Please return the whole listing exactly.
[[ Material provided, beginning ]]
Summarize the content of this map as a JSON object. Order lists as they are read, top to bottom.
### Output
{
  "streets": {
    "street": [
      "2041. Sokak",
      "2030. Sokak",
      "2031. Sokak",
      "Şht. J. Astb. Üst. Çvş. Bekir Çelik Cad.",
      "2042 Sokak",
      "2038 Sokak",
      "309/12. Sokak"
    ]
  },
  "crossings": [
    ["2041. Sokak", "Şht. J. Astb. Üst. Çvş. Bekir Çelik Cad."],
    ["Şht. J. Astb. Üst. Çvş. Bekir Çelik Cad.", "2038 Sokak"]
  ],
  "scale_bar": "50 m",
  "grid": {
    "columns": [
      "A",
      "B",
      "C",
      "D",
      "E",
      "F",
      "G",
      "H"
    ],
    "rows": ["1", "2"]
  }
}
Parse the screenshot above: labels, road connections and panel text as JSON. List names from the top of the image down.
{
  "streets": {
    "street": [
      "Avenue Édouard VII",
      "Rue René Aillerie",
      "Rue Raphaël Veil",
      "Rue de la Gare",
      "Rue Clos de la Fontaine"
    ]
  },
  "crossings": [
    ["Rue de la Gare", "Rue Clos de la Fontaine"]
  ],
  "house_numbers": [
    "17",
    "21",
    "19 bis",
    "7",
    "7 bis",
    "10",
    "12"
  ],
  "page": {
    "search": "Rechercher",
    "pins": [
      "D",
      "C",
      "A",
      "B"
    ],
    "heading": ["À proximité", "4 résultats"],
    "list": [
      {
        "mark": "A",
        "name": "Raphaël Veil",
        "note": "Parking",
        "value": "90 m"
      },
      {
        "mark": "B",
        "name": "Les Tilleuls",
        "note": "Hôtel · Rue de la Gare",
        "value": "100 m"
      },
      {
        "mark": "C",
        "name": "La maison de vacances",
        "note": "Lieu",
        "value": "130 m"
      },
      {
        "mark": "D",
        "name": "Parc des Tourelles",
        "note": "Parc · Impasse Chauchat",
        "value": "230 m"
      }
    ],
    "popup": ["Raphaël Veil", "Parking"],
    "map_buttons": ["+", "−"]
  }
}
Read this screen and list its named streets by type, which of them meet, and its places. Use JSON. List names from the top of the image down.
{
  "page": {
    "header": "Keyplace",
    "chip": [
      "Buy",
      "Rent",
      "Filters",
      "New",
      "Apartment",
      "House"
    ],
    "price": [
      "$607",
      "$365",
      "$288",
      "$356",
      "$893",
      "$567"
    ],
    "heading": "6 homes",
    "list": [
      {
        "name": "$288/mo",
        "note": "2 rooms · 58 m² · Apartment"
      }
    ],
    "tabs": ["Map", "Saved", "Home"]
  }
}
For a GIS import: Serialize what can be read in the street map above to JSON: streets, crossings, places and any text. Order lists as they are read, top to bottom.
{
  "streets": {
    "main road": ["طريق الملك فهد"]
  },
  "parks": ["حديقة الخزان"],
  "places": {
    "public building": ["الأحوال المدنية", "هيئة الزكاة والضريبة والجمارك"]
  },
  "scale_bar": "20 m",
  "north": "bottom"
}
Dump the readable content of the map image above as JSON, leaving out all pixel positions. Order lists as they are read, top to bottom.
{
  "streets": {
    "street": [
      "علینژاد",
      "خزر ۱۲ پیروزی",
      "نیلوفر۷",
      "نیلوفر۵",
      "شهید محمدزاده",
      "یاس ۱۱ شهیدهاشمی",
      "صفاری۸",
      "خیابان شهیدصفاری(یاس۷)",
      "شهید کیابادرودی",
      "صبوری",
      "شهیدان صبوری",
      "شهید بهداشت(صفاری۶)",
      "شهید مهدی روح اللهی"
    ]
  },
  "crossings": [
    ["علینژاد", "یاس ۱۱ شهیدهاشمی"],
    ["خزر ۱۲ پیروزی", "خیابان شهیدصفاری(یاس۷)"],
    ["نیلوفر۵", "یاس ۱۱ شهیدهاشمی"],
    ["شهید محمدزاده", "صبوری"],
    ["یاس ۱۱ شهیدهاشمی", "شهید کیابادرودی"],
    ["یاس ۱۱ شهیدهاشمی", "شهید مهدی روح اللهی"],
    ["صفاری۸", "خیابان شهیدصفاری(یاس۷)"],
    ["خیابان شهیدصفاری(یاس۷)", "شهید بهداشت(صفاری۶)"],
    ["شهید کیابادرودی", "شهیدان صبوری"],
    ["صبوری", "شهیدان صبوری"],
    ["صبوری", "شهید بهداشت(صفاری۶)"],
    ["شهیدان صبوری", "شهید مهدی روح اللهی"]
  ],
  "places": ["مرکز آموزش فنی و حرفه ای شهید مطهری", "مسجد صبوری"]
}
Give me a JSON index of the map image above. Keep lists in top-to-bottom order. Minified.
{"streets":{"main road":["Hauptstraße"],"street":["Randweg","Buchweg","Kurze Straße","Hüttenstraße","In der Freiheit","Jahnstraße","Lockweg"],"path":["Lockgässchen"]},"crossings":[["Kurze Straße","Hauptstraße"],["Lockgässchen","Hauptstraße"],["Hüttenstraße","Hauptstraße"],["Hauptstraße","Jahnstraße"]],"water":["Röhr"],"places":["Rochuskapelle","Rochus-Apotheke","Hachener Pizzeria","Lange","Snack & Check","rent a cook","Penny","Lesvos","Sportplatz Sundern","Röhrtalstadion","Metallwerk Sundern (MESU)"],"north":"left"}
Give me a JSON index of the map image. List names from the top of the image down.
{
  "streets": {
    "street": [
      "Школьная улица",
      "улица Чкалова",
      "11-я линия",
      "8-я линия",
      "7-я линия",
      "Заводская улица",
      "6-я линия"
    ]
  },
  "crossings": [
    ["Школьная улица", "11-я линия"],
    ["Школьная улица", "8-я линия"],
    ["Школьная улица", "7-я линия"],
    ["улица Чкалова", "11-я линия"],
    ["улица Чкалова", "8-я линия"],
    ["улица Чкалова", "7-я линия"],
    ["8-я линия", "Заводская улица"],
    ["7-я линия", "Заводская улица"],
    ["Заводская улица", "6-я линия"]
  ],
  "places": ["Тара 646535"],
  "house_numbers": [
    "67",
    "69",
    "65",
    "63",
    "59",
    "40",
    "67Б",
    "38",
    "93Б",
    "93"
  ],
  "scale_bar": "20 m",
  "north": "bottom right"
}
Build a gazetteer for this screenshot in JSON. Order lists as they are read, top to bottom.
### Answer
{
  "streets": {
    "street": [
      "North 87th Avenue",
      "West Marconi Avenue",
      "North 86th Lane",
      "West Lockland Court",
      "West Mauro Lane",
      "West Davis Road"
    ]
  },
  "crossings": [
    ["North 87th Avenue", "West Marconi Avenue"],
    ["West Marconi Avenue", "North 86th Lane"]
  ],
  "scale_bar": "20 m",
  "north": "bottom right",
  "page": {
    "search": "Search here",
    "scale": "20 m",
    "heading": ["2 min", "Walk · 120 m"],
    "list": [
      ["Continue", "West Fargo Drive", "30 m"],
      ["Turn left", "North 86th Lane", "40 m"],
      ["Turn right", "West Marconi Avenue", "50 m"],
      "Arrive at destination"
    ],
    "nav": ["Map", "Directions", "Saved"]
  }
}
[[ Material provided, end ]]
Exercise response:
Summarize the content of this map as a JSON object. Order lists as they are read, top to bottom.
### Output
{
  "streets": {
    "street": [
      "2041. Sokak",
      "2030. Sokak",
      "2031. Sokak",
      "Şht. J. Astb. Üst. Çvş. Bekir Çelik Cad.",
      "2042 Sokak",
      "2038 Sokak",
      "309/12. Sokak"
    ]
  },
  "crossings": [
    ["2041. Sokak", "Şht. J. Astb. Üst. Çvş. Bekir Çelik Cad."],
    ["Şht. J. Astb. Üst. Çvş. Bekir Çelik Cad.", "2038 Sokak"]
  ],
  "scale_bar": "50 m",
  "grid": {
    "columns": [
      "A",
      "B",
      "C",
      "D",
      "E",
      "F",
      "G",
      "H"
    ],
    "rows": ["1", "2"]
  }
}
Parse the screenshot above: labels, road connections and panel text as JSON. List names from the top of the image down.
{
  "streets": {
    "street": [
      "Avenue Édouard VII",
      "Rue René Aillerie",
      "Rue Raphaël Veil",
      "Rue de la Gare",
      "Rue Clos de la Fontaine"
    ]
  },
  "crossings": [
    ["Rue de la Gare", "Rue Clos de la Fontaine"]
  ],
  "house_numbers": [
    "17",
    "21",
    "19 bis",
    "7",
    "7 bis",
    "10",
    "12"
  ],
  "page": {
    "search": "Rechercher",
    "pins": [
      "D",
      "C",
      "A",
      "B"
    ],
    "heading": ["À proximité", "4 résultats"],
    "list": [
      {
        "mark": "A",
        "name": "Raphaël Veil",
        "note": "Parking",
        "value": "90 m"
      },
      {
        "mark": "B",
        "name": "Les Tilleuls",
        "note": "Hôtel · Rue de la Gare",
        "value": "100 m"
      },
      {
        "mark": "C",
        "name": "La maison de vacances",
        "note": "Lieu",
        "value": "130 m"
      },
      {
        "mark": "D",
        "name": "Parc des Tourelles",
        "note": "Parc · Impasse Chauchat",
        "value": "230 m"
      }
    ],
    "popup": ["Raphaël Veil", "Parking"],
    "map_buttons": ["+", "−"]
  }
}
Read this screen and list its named streets by type, which of them meet, and its places. Use JSON. List names from the top of the image down.
{
  "page": {
    "header": "Keyplace",
    "chip": [
      "Buy",
      "Rent",
      "Filters",
      "New",
      "Apartment",
      "House"
    ],
    "price": [
      "$607",
      "$365",
      "$288",
      "$356",
      "$893",
      "$567"
    ],
    "heading": "6 homes",
    "list": [
      {
        "name": "$288/mo",
        "note": "2 rooms · 58 m² · Apartment"
      }
    ],
    "tabs": ["Map", "Saved", "Home"]
  }
}
For a GIS import: Serialize what can be read in the street map above to JSON: streets, crossings, places and any text. Order lists as they are read, top to bottom.
{
  "streets": {
    "main road": ["طريق الملك فهد"]
  },
  "parks": ["حديقة الخزان"],
  "places": {
    "public building": ["الأحوال المدنية", "هيئة الزكاة والضريبة والجمارك"]
  },
  "scale_bar": "20 m",
  "north": "bottom"
}
Dump the readable content of the map image above as JSON, leaving out all pixel positions. Order lists as they are read, top to bottom.
{
  "streets": {
    "street": [
      "علینژاد",
      "خزر ۱۲ پیروزی",
      "نیلوفر۷",
      "نیلوفر۵",
      "شهید محمدزاده",
      "یاس ۱۱ شهیدهاشمی",
      "صفاری۸",
      "خیابان شهیدصفاری(یاس۷)",
      "شهید کیابادرودی",
      "صبوری",
      "شهیدان صبوری",
      "شهید بهداشت(صفاری۶)",
      "شهید مهدی روح اللهی"
    ]
  },
  "crossings": [
    ["علینژاد", "یاس ۱۱ شهیدهاشمی"],
    ["خزر ۱۲ پیروزی", "خیابان شهیدصفاری(یاس۷)"],
    ["نیلوفر۵", "یاس ۱۱ شهیدهاشمی"],
    ["شهید محمدزاده", "صبوری"],
    ["یاس ۱۱ شهیدهاشمی", "شهید کیابادرودی"],
    ["یاس ۱۱ شهیدهاشمی", "شهید مهدی روح اللهی"],
    ["صفاری۸", "خیابان شهیدصفاری(یاس۷)"],
    ["خیابان شهیدصفاری(یاس۷)", "شهید بهداشت(صفاری۶)"],
    ["شهید کیابادرودی", "شهیدان صبوری"],
    ["صبوری", "شهیدان صبوری"],
    ["صبوری", "شهید بهداشت(صفاری۶)"],
    ["شهیدان صبوری", "شهید مهدی روح اللهی"]
  ],
  "places": ["مرکز آموزش فنی و حرفه ای شهید مطهری", "مسجد صبوری"]
}
Give me a JSON index of the map image above. Keep lists in top-to-bottom order. Minified.
{"streets":{"main road":["Hauptstraße"],"street":["Randweg","Buchweg","Kurze Straße","Hüttenstraße","In der Freiheit","Jahnstraße","Lockweg"],"path":["Lockgässchen"]},"crossings":[["Kurze Straße","Hauptstraße"],["Lockgässchen","Hauptstraße"],["Hüttenstraße","Hauptstraße"],["Hauptstraße","Jahnstraße"]],"water":["Röhr"],"places":["Rochuskapelle","Rochus-Apotheke","Hachener Pizzeria","Lange","Snack & Check","rent a cook","Penny","Lesvos","Sportplatz Sundern","Röhrtalstadion","Metallwerk Sundern (MESU)"],"north":"left"}
Give me a JSON index of the map image. List names from the top of the image down.
{
  "streets": {
    "street": [
      "Школьная улица",
      "улица Чкалова",
      "11-я линия",
      "8-я линия",
      "7-я линия",
      "Заводская улица",
      "6-я линия"
    ]
  },
  "crossings": [
    ["Школьная улица", "11-я линия"],
    ["Школьная улица", "8-я линия"],
    ["Школьная улица", "7-я линия"],
    ["улица Чкалова", "11-я линия"],
    ["улица Чкалова", "8-я линия"],
    ["улица Чкалова", "7-я линия"],
    ["8-я линия", "Заводская улица"],
    ["7-я линия", "Заводская улица"],
    ["Заводская улица", "6-я линия"]
  ],
  "places": ["Тара 646535"],
  "house_numbers": [
    "67",
    "69",
    "65",
    "63",
    "59",
    "40",
    "67Б",
    "38",
    "93Б",
    "93"
  ],
  "scale_bar": "20 m",
  "north": "bottom right"
}
Build a gazetteer for this screenshot in JSON. Order lists as they are read, top to bottom.
### Answer
{
  "streets": {
    "street": [
      "North 87th Avenue",
      "West Marconi Avenue",
      "North 86th Lane",
      "West Lockland Court",
      "West Mauro Lane",
      "West Davis Road"
    ]
  },
  "crossings": [
    ["North 87th Avenue", "West Marconi Avenue"],
    ["West Marconi Avenue", "North 86th Lane"]
  ],
  "scale_bar": "20 m",
  "north": "bottom right",
  "page": {
    "search": "Search here",
    "scale": "20 m",
    "heading": ["2 min", "Walk · 120 m"],
    "list": [
      ["Continue", "West Fargo Drive", "30 m"],
      ["Turn left", "North 86th Lane", "40 m"],
      ["Turn right", "West Marconi Avenue", "50 m"],
      "Arrive at destination"
    ],
    "nav": ["Map", "Directions", "Saved"]
  }
}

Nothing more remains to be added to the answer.